Fig. 3-2. Hosoe Eikoh 細江英公, No. 41, from Barakei 薔薇刑. 1961.
How should we understand this juxtaposition of Mishima’s nude body and the Renaissance painting of Sleeping Venus? One may gain more insights by examining this photograph in relation to other photographs from the Barakei series that also employ this copy of Giorgione’s Sleeping Venus as a prop. In the No. 41 photograph from the series, for instance, Mishima lies horizontally on an elaborate Baroque-style bench in a garden with a classical sculpture bust (Fig. 3-2). Behind the bench hangs the painted backdrop after Giorgione’s Sleeping Venus. The partially reproduced body of Venus lies parallel to Mishima’s body. Instead of including any representation of the entanglement of the two bodies, both the photograph on display and the No. 41 photograph portray a parallel relationship between Mishima’s body and that of Venus. In another case, Mishima is seen in a posture of contemplation in the lower part of the No. 16 photograph from this series (Fig. 3-3). The body of Venus and another image of two embraced semi-nude male and female bodies are juxtaposed above Mishima’s head, as if these two images are what Mishima is puzzling over. More interestingly, Hosoe inserts a dark gap between the image of the two entangled bodies and the painted copy of Sleeping Venus, which is visually connected to Mishima’s body without any gap, thus highlighting the different kinds of relationship between the two groups of male and female bodies. In other words, in all three aforementioned photographs that group Mishima with the painted copy of Sleeping Venus, Mishima assumes a position of reflection that both engages with and is detached from Venus’ body. Such juxtaposition turns these photographs into Mishima’s performance of his own self-reflexive journey, during which he sees himself both with and against Venus’ body––in Hosoe’s words, “Mishima’s Venus would be borne by merging his flesh with the half-painted Sleeping Venus.”[2]
Fig. 3-3. Hosoe Eikoh 細江英公, No. 16, from Barakei 薔薇刑. 1961.
In addition to the reference to the issue of sexuality, this juxtaposition of the bodies of Mishima and Venus is also reflexive of Mishima’s attitude towards the rapid Westernization in Japan at the time. In his literary works, Mishima often advocates a return to the traditional samurai values and rejects Westernized modernization.

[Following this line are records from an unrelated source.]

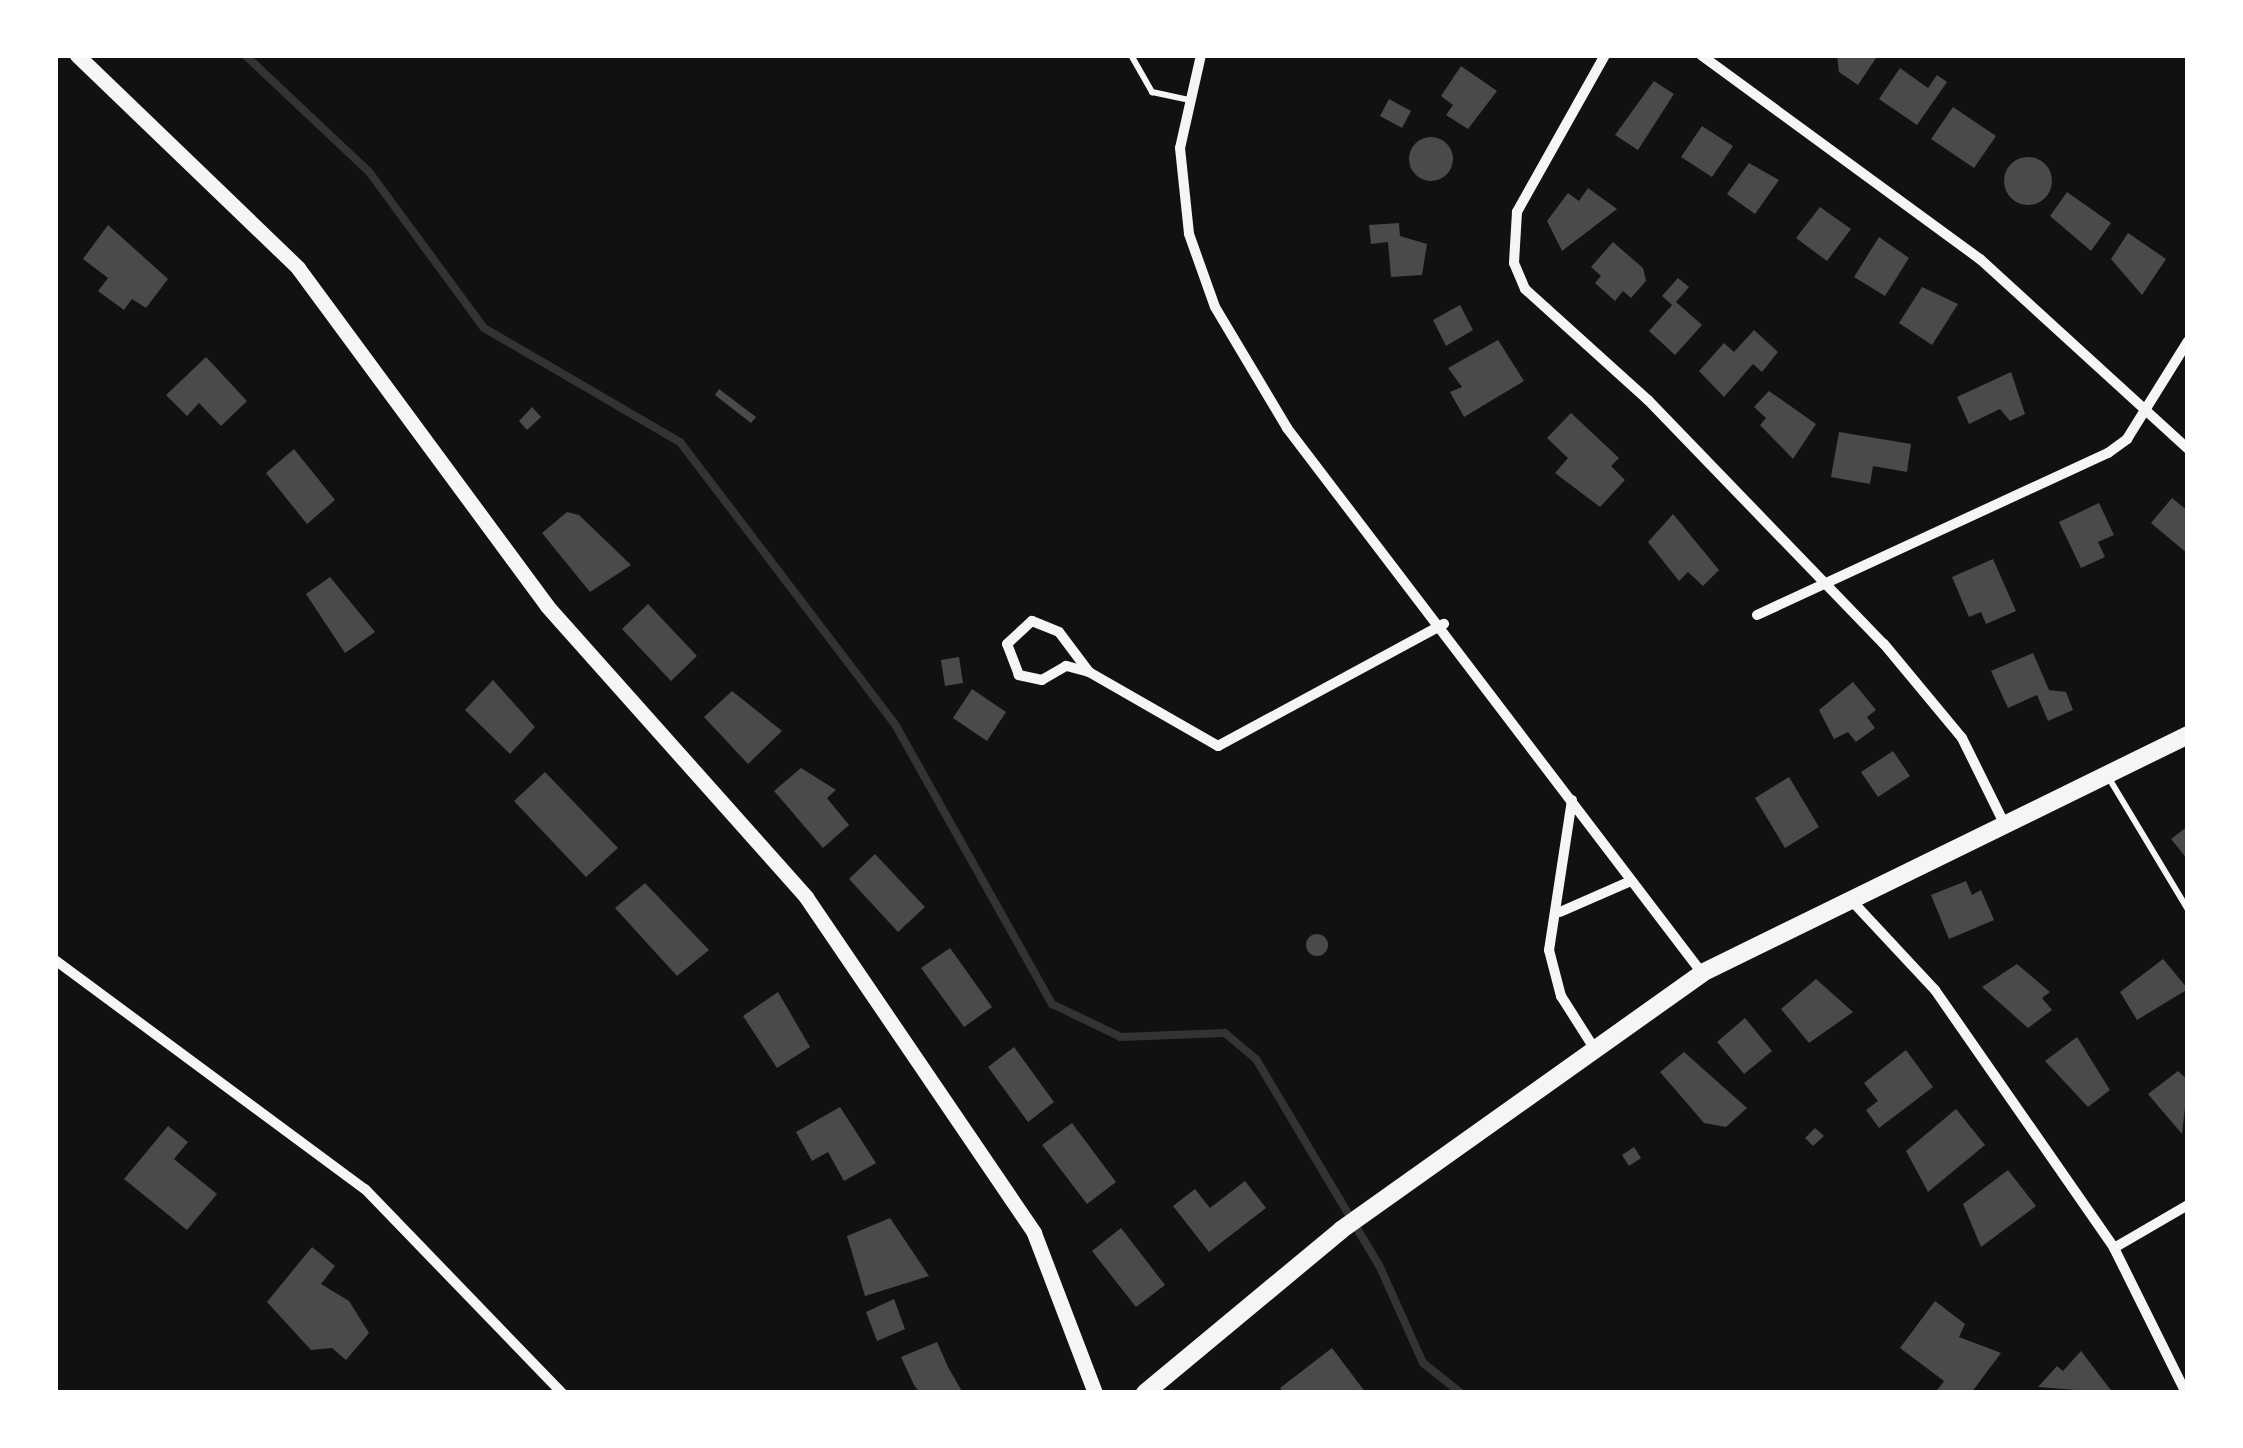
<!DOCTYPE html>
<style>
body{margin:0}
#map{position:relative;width:2243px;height:1448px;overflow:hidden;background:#111;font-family:Raleway,sans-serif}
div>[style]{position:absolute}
.stream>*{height:8px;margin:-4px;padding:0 4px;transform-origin:4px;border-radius:4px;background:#333}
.building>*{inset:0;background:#4a4a4a}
.round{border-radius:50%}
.service>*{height:6px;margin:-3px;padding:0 3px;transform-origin:3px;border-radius:3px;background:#f5f5f5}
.minor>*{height:10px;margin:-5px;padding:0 5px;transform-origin:5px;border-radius:5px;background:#f5f5f5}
.tertiary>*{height:15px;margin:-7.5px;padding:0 7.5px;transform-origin:7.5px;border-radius:7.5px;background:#f5f5f5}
.secondary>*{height:18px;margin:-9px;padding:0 9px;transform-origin:9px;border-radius:9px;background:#f5f5f5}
span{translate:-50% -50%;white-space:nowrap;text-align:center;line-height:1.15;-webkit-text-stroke:9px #fff;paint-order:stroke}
.frame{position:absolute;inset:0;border:58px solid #fff;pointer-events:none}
</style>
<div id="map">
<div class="stream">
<div style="left:245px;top:55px;width:172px;rotate:43.3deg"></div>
<div style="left:370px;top:173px;width:192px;rotate:53.7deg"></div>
<div style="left:484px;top:328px;width:227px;rotate:30.2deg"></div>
<div style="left:680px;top:442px;width:357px;rotate:52.7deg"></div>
<div style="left:896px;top:726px;width:319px;rotate:60.7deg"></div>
<div style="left:1052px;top:1004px;width:76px;rotate:25.6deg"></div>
<div style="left:1121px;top:1037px;width:104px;rotate:-2.2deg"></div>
<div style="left:1225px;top:1033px;width:40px;rotate:40deg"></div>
<div style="left:1256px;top:1059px;width:240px;rotate:59.2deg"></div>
<div style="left:1379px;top:1265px;width:107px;rotate:65.8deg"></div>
<div style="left:1423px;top:1363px;width:48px;rotate:38.3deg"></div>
</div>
<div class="building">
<div style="clip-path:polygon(1837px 55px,1878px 55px,1858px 85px,1839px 72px)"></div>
<div style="clip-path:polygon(1461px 66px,1497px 91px,1468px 129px,1446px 115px,1453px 105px,1441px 96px)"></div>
<div style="clip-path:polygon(1900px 68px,1928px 88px,1937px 75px,1947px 82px,1917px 125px,1879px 99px)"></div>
<div style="clip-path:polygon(1654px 81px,1674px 94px,1638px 150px,1615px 135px)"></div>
<div style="clip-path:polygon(1389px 99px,1411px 111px,1402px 128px,1380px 116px)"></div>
<div style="clip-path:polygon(1953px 107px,1996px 136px,1974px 168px,1931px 139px)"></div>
<div style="clip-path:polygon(1702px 126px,1733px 146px,1712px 177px,1681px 157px)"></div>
<div class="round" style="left:1409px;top:137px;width:44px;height:44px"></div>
<div class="round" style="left:2004px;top:157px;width:48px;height:48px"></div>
<div style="clip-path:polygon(1749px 163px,1779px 180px,1755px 214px,1727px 194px)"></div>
<div style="clip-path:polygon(1588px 188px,1617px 209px,1562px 251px,1547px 221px,1568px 193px,1579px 201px)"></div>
<div style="clip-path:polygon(2067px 192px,2111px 223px,2091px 251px,2050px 216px)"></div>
<div style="clip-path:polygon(1820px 207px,1851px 229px,1827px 261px,1796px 238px)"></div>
<div style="clip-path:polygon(1399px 223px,1400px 236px,1427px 244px,1422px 275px,1391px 277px,1388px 242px,1371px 244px,1369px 225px)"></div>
<div style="clip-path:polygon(108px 225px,168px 279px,146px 308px,132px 299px,124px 310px,98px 291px,108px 278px,83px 259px)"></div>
<div style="clip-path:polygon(2128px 233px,2166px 259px,2142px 295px,2111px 259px)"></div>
<div style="clip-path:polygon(1879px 237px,1909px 258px,1885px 296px,1854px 277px)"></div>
<div style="clip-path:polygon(1613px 242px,1643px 268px,1646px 281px,1631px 298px,1623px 291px,1615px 301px,1595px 283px,1601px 276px,1591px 267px)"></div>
<div style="clip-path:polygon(1678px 278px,1689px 287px,1676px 302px,1702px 325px,1675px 355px,1649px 331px,1672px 305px,1662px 296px)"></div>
<div style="clip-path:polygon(1922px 287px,1958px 304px,1932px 345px,1899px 323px)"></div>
<div style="clip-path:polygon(1460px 305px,1473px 330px,1446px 346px,1433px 320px)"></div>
<div style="clip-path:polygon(1754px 330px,1778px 352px,1762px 372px,1753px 364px,1724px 397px,1699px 371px,1724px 343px,1734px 352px)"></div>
<div style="clip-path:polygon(1498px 340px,1524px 381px,1464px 417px,1450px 392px,1462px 387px,1448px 368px)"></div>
<div style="clip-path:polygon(206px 357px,247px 401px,221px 426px,199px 403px,187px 416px,166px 395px)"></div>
<div style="clip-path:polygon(2011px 372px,2025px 414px,2010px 421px,2000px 409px,1969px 424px,1957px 397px)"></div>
<div style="clip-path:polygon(719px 389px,756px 417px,751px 423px,715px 395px)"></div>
<div style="clip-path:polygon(1769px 391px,1816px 424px,1793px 459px,1760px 425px,1766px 418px,1754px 407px)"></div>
<div style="clip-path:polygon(532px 407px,541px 417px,527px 430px,519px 421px)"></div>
<div style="clip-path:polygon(1571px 413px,1619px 458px,1611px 466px,1625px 480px,1600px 507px,1555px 473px,1568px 458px,1547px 438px)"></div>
<div style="clip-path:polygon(1839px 432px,1911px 444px,1907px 472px,1873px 466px,1870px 484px,1831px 477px)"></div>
<div style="clip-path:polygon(294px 449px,335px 500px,307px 524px,266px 473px)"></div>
<div style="clip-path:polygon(2172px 498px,2188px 511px,2188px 554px,2151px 523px)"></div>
<div style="clip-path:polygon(2099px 503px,2114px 535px,2098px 542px,2105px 557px,2081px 568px,2059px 522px)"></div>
<div style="clip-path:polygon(567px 512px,579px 515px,631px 565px,590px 592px,542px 533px)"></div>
<div style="clip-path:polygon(1673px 514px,1719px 570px,1703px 586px,1688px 572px,1679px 581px,1648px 542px)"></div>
<div style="clip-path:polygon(1993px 559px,2016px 611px,1986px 624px,1981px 612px,1969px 617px,1952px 577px)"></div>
<div style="clip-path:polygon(330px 577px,375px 632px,345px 653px,306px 594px)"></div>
<div style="clip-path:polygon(648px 604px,697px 656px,671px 681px,622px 629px)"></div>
<div style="clip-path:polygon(2033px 653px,2049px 690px,2066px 692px,2073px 710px,2048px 721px,2037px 695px,2008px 708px,1991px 671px)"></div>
<div style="clip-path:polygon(959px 657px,963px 683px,945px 686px,941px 660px)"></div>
<div style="clip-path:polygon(493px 680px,535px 727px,510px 754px,465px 710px)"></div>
<div style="clip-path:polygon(1853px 682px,1876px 710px,1867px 717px,1875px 728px,1856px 742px,1848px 732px,1834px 739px,1819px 710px)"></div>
<div style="clip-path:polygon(972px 689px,1006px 712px,987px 741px,953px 718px)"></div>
<div style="clip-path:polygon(732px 691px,782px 731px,748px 764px,704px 717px)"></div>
<div style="clip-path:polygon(1893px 751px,1910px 776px,1878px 797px,1861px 772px)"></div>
<div style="clip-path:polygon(801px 768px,836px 790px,827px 798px,849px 825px,823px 848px,774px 791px)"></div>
<div style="clip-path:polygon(545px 772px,618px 848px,586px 877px,514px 801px)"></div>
<div style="clip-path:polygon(1789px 777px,1819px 827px,1785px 848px,1755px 798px)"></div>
<div style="clip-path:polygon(2188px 826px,2188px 860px,2171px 839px)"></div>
<div style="clip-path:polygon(875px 854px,925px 907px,898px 932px,849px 879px)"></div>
<div style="clip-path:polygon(1966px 881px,1972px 895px,1981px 890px,1994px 920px,1949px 939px,1931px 895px)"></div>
<div style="clip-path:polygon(645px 883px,709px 950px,677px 976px,615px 908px)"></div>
<div class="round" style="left:1306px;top:934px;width:22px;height:22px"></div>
<div style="clip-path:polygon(950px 948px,992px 1007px,964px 1027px,921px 968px)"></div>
<div style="clip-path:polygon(2163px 959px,2188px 989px,2137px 1020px,2120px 992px)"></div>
<div style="clip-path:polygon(2017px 964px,2050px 992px,2042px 998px,2052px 1010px,2028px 1028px,1982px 987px)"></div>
<div style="clip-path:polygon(1816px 979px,1853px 1012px,1809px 1043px,1781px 1009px)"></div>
<div style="clip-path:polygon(778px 992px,810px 1047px,777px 1068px,743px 1016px)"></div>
<div style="clip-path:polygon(1745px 1018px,1772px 1051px,1744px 1074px,1717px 1042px)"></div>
<div style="clip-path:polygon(2077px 1037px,2110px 1090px,2088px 1107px,2045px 1061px)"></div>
<div style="clip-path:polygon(1014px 1047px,1054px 1102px,1028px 1122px,988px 1067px)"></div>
<div style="clip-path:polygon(1906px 1050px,1933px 1087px,1879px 1128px,1866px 1110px,1878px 1101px,1864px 1083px)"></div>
<div style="clip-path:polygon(1684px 1052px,1747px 1108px,1726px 1127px,1704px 1123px,1660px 1072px)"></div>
<div style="clip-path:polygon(2178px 1071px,2188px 1080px,2182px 1134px,2148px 1094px)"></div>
<div style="clip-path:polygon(840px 1107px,876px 1163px,844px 1181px,828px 1152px,812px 1161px,796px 1132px)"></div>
<div style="clip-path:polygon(1956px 1109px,1985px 1145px,1928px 1192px,1906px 1151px)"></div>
<div style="clip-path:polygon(1072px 1123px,1116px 1182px,1087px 1204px,1042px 1145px)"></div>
<div style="clip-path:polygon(168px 1126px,188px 1142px,174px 1159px,217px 1194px,187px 1230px,124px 1179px)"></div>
<div style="clip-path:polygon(1815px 1128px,1824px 1136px,1813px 1146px,1805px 1138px)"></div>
<div style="clip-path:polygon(1634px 1147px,1641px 1158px,1629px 1166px,1622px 1155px)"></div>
<div style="clip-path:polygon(2008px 1170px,2036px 1206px,1981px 1247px,1963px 1204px)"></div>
<div style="clip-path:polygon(1245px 1181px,1266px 1208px,1209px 1252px,1173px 1206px,1195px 1189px,1210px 1208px)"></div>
<div style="clip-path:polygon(890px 1218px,929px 1276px,865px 1296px,847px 1236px)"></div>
<div style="clip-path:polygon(1121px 1228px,1165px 1285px,1136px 1307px,1092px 1251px)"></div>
<div style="clip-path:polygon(312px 1247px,335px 1266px,321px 1284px,349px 1301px,369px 1333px,346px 1360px,332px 1348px,311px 1350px,267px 1302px)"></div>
<div style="clip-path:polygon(894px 1299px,905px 1329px,877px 1341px,866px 1312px)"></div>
<div style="clip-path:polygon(1935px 1301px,1965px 1324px,1959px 1337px,2001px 1353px,1971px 1393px,1935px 1393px,1944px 1381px,1900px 1348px)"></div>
<div style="clip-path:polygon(937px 1342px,948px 1367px,963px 1393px,920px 1393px,914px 1385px,901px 1357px)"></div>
<div style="clip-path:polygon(1332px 1348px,1366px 1393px,1284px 1393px,1280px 1388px)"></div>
<div style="clip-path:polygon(2081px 1351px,2113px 1393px,2038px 1387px,2057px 1366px,2063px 1371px)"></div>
</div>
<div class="service">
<div style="left:1131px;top:55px;width:43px;rotate:60.4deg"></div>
<div style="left:1152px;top:92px;width:40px;rotate:12deg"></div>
<div style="left:2107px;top:775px;width:157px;rotate:59deg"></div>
</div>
<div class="minor">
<div style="left:1201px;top:55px;width:95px;rotate:102.7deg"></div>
<div style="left:1180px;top:148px;width:86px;rotate:84deg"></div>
<div style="left:1189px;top:234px;width:77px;rotate:70.4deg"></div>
<div style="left:1215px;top:307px;width:141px;rotate:59.2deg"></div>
<div style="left:1287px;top:428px;width:685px;rotate:52.71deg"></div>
<div style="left:1605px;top:55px;width:180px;rotate:119.3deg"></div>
<div style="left:1517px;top:212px;width:51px;rotate:93.4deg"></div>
<div style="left:1514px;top:263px;width:28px;rotate:67deg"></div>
<div style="left:1525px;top:289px;width:166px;rotate:42.1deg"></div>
<div style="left:1648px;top:400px;width:339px;rotate:46deg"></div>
<div style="left:1884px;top:644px;width:122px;rotate:50.3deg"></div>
<div style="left:1962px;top:738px;width:95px;rotate:63.7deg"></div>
<div style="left:1701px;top:55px;width:346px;rotate:36.2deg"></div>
<div style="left:1980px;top:259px;width:282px;rotate:42.4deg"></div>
<div style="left:1757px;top:615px;width:387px;rotate:-24.8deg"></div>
<div style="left:2108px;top:453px;width:24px;rotate:-36deg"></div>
<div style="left:2127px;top:439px;width:115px;rotate:-58.1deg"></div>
<div style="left:1032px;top:621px;width:29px;rotate:22deg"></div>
<div style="left:1059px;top:632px;width:50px;rotate:53.1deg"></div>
<div style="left:1089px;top:672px;width:24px;rotate:-165deg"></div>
<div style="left:1066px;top:666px;width:28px;rotate:150deg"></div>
<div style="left:1042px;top:680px;width:24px;rotate:-168deg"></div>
<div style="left:1019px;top:675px;width:33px;rotate:-111deg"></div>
<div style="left:1007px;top:644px;width:34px;rotate:-43deg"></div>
<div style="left:1089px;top:672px;width:149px;rotate:29.8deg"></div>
<div style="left:1218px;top:746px;width:257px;rotate:-28.4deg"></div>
<div style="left:1572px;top:800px;width:152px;rotate:98.7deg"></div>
<div style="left:1549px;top:950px;width:48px;rotate:75.4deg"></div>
<div style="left:1561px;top:996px;width:62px;rotate:57.6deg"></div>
<div style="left:1851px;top:900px;width:123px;rotate:47deg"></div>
<div style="left:1935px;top:990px;width:314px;rotate:55.2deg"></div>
<div style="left:2114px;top:1248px;width:162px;rotate:63.6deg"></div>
<div style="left:1560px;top:912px;width:77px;rotate:-23.6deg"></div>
<div style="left:55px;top:960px;width:385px;rotate:36.5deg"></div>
<div style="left:365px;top:1189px;width:284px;rotate:46deg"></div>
<div style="left:2114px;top:1248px;width:86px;rotate:-30.2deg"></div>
</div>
<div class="tertiary">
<div style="left:77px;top:55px;width:307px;rotate:43.9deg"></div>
<div style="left:298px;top:268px;width:420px;rotate:53.6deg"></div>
<div style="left:547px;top:606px;width:390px;rotate:48.3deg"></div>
<div style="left:806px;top:897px;width:406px;rotate:55.8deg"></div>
<div style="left:1034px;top:1233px;width:171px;rotate:69.1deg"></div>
</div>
<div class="secondary">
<div style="left:1145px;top:1393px;width:255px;rotate:-39.7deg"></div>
<div style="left:1341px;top:1230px;width:443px;rotate:-35.4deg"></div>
<div style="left:1702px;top:973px;width:541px;rotate:-26.09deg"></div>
</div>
<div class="frame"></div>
</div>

In terms of formal representation, he also insisted on publishing his literary works following the Japanese vertical format.[3] Nevertheless, he also exhibited a passion in Renaissance art and clearly lived in a house with Baroque- and Rococo-style furniture and decorative objects. In fact, Hosoe decided to incorporate motifs from Renaissance art into the photographic project after Mishima mentioned about his favor of Renaissance art and showed Hosoe his copy of Bernard Berenson’s book The Italian Painters of the Renaissance and several reproduction of Italian Renaissance paintings that he owned.[4] Hosoe later explained that he believed that “the soul of a man [resided] in his property, and that his spirit [was] especially evident in the art and the possessions that [surrounded] him.”[5] Mishima’s ambiguous standing in between Japanese cultural tradition and its Western counterpart was artfully visualized through the juxtaposition of Mishima’s body and Western cultural symbols. In the photograph on display, Mishima’s staged contemplation in a “nude theater” and his struggling in real life overlap in the photographic image, turning the photograph into a documentation of a performance or a performance about what is there but hidden.
[1] Hosoe Eikoh, “Notes on Photographing Barakei,” in Ivan Vartanian, Akihiro Hatanaka, and Yutaka Kambayashi, eds. Setting Sun: Writings by Japanese Photographers (New York: Aperture, 2006), 134.
[2] Hosoe Eikoh, “Notes on Photographing Barakei,” 137.
[3] Mishima compromised to have the second edition of Barakei (published on January 30, 1971) published in a Western fashion, with the pages flipped from right to left and the text read horizontally. Hosoe Eikoh, “Notes on Photographing Barakei,” 138.
[4] Hosoe Eikoh, “Notes on Photographing Barakei,” 134.
[5] Hosoe Eikoh, “Notes on Photographing Barakei,” 137.